Мать Сумерек (СИ) - Машевская Анастасия. Страница 125
Бансабира величаво выгнула бровь, смотря немного свысока и при этом усмехаясь:
— Я не молодею, — развела танша руками с видом, будто то, что она сказала, так очевидно, в самом же деле.
Но кузнец не торопился. Он переводил глаза с доспеха в руках на таншу и обратно.
— За двенадцать лет я не сделал для вас ни одного нагрудника.
— Ну, зато теперь у тебя есть все шансы узнать, какова в обхвате моя грудь, — посмеялась Бану, однако кузнец видел в зеленых глазах скорее решимость, чем веселье.

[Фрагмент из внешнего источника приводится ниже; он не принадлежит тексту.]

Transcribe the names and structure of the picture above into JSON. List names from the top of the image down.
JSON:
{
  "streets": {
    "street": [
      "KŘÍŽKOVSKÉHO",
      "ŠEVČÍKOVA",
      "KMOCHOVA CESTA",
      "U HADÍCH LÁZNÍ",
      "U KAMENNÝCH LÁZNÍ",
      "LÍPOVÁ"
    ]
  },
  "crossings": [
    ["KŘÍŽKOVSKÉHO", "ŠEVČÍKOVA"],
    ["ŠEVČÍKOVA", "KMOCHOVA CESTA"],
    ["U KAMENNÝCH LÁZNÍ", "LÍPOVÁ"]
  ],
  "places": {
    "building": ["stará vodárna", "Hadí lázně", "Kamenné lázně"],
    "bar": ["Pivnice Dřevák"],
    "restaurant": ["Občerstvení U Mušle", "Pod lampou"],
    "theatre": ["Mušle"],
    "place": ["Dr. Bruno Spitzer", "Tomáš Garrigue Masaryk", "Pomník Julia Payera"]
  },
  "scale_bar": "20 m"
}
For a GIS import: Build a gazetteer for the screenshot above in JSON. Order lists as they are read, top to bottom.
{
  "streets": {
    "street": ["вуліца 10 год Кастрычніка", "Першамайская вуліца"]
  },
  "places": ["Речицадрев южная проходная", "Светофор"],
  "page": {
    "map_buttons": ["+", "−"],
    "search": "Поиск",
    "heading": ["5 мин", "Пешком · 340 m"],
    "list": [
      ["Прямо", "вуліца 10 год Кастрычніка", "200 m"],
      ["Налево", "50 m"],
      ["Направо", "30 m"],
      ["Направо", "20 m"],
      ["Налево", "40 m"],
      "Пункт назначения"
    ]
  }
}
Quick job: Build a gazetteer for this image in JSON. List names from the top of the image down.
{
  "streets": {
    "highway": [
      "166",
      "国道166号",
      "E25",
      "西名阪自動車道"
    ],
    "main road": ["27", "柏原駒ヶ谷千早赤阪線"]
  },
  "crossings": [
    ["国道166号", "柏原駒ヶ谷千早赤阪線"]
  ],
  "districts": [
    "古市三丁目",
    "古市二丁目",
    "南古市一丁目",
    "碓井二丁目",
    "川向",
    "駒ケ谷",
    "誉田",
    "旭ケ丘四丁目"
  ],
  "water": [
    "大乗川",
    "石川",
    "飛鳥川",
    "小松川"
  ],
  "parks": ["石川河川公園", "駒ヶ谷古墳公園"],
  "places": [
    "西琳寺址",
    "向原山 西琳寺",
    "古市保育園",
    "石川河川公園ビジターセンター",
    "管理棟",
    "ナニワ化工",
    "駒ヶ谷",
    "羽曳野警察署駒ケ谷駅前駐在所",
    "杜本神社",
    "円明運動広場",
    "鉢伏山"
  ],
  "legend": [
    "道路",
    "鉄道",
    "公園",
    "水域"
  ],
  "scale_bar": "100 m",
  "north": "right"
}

Он постарался не выдавать, что отлично понимает состояние танши, и поддержал шутливый тон:
— Посмотрю, что осталось из руды. Подберу, конечно, получше, но обещать не стану, — оскалился кузнец.
Бансабира качнула головой — бывай! — и ушла к себе. Кузнец до конца дня ходил сам не свой, свалил на помощников работу и был угрюм.
Бансабира в тот день не разговаривала даже с Сагромахом, до ночи просидев на одной из лоджий. Чем дольше отрицаешь очевидное, тем больше страдаешь от последствий, которые отказывался видеть.
Вскоре доспех из самой высококачественной мирассийской стали был исполнен и уплотнен. При этом за счет того, что передник — выровненный, как мужской, лишь с небольшой покатостью на уровне верхних и средних ребер — был выделан из редкого мирассийского металла особенной прочности, кираса оказывалась на удивление легкой.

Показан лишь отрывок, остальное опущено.